Saved data entries:
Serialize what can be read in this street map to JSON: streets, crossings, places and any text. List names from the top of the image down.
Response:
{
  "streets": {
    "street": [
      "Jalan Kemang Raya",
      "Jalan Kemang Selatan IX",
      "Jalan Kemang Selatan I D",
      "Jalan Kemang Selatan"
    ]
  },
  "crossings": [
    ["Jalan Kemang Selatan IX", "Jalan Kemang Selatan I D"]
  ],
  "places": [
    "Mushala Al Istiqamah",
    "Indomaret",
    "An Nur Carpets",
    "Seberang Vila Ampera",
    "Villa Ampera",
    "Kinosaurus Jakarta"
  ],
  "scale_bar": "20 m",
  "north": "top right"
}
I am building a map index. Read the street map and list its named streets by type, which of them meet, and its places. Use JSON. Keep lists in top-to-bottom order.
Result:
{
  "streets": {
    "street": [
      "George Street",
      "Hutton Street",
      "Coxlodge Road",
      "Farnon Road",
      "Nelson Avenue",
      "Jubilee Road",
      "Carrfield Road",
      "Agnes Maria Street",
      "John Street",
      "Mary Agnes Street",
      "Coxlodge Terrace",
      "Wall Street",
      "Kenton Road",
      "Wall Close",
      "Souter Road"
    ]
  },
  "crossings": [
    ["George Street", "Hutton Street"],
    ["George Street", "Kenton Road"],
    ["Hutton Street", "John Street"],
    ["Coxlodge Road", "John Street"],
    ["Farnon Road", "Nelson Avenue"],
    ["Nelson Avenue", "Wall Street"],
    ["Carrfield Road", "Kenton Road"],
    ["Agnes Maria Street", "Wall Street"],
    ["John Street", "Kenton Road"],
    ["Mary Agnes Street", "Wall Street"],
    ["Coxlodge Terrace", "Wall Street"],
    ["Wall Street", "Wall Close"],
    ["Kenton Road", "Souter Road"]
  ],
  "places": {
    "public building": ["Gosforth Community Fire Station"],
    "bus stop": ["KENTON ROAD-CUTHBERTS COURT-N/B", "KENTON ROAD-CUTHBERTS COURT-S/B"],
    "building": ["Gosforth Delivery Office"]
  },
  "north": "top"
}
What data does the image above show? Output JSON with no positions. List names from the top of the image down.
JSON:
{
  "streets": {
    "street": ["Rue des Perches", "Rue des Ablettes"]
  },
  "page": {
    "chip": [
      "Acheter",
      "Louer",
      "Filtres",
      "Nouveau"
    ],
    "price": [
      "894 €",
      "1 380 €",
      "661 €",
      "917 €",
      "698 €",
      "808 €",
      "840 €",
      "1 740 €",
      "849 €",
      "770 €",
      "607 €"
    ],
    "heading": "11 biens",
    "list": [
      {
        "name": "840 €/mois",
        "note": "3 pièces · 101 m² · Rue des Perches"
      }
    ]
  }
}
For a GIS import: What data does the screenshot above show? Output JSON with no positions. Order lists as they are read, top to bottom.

Problem description:
Word for word, copy out the records.

Response to this exercise:
Serialize what can be read in this street map to JSON: streets, crossings, places and any text. List names from the top of the image down.
Response:
{
  "streets": {
    "street": [
      "Jalan Kemang Raya",
      "Jalan Kemang Selatan IX",
      "Jalan Kemang Selatan I D",
      "Jalan Kemang Selatan"
    ]
  },
  "crossings": [
    ["Jalan Kemang Selatan IX", "Jalan Kemang Selatan I D"]
  ],
  "places": [
    "Mushala Al Istiqamah",
    "Indomaret",
    "An Nur Carpets",
    "Seberang Vila Ampera",
    "Villa Ampera",
    "Kinosaurus Jakarta"
  ],
  "scale_bar": "20 m",
  "north": "top right"
}
I am building a map index. Read the street map and list its named streets by type, which of them meet, and its places. Use JSON. Keep lists in top-to-bottom order.
Result:
{
  "streets": {
    "street": [
      "George Street",
      "Hutton Street",
      "Coxlodge Road",
      "Farnon Road",
      "Nelson Avenue",
      "Jubilee Road",
      "Carrfield Road",
      "Agnes Maria Street",
      "John Street",
      "Mary Agnes Street",
      "Coxlodge Terrace",
      "Wall Street",
      "Kenton Road",
      "Wall Close",
      "Souter Road"
    ]
  },
  "crossings": [
    ["George Street", "Hutton Street"],
    ["George Street", "Kenton Road"],
    ["Hutton Street", "John Street"],
    ["Coxlodge Road", "John Street"],
    ["Farnon Road", "Nelson Avenue"],
    ["Nelson Avenue", "Wall Street"],
    ["Carrfield Road", "Kenton Road"],
    ["Agnes Maria Street", "Wall Street"],
    ["John Street", "Kenton Road"],
    ["Mary Agnes Street", "Wall Street"],
    ["Coxlodge Terrace", "Wall Street"],
    ["Wall Street", "Wall Close"],
    ["Kenton Road", "Souter Road"]
  ],
  "places": {
    "public building": ["Gosforth Community Fire Station"],
    "bus stop": ["KENTON ROAD-CUTHBERTS COURT-N/B", "KENTON ROAD-CUTHBERTS COURT-S/B"],
    "building": ["Gosforth Delivery Office"]
  },
  "north": "top"
}
What data does the image above show? Output JSON with no positions. List names from the top of the image down.
JSON:
{
  "streets": {
    "street": ["Rue des Perches", "Rue des Ablettes"]
  },
  "page": {
    "chip": [
      "Acheter",
      "Louer",
      "Filtres",
      "Nouveau"
    ],
    "price": [
      "894 €",
      "1 380 €",
      "661 €",
      "917 €",
      "698 €",
      "808 €",
      "840 €",
      "1 740 €",
      "849 €",
      "770 €",
      "607 €"
    ],
    "heading": "11 biens",
    "list": [
      {
        "name": "840 €/mois",
        "note": "3 pièces · 101 m² · Rue des Perches"
      }
    ]
  }
}
For a GIS import: What data does the screenshot above show? Output JSON with no positions. Order lists as they are read, top to bottom.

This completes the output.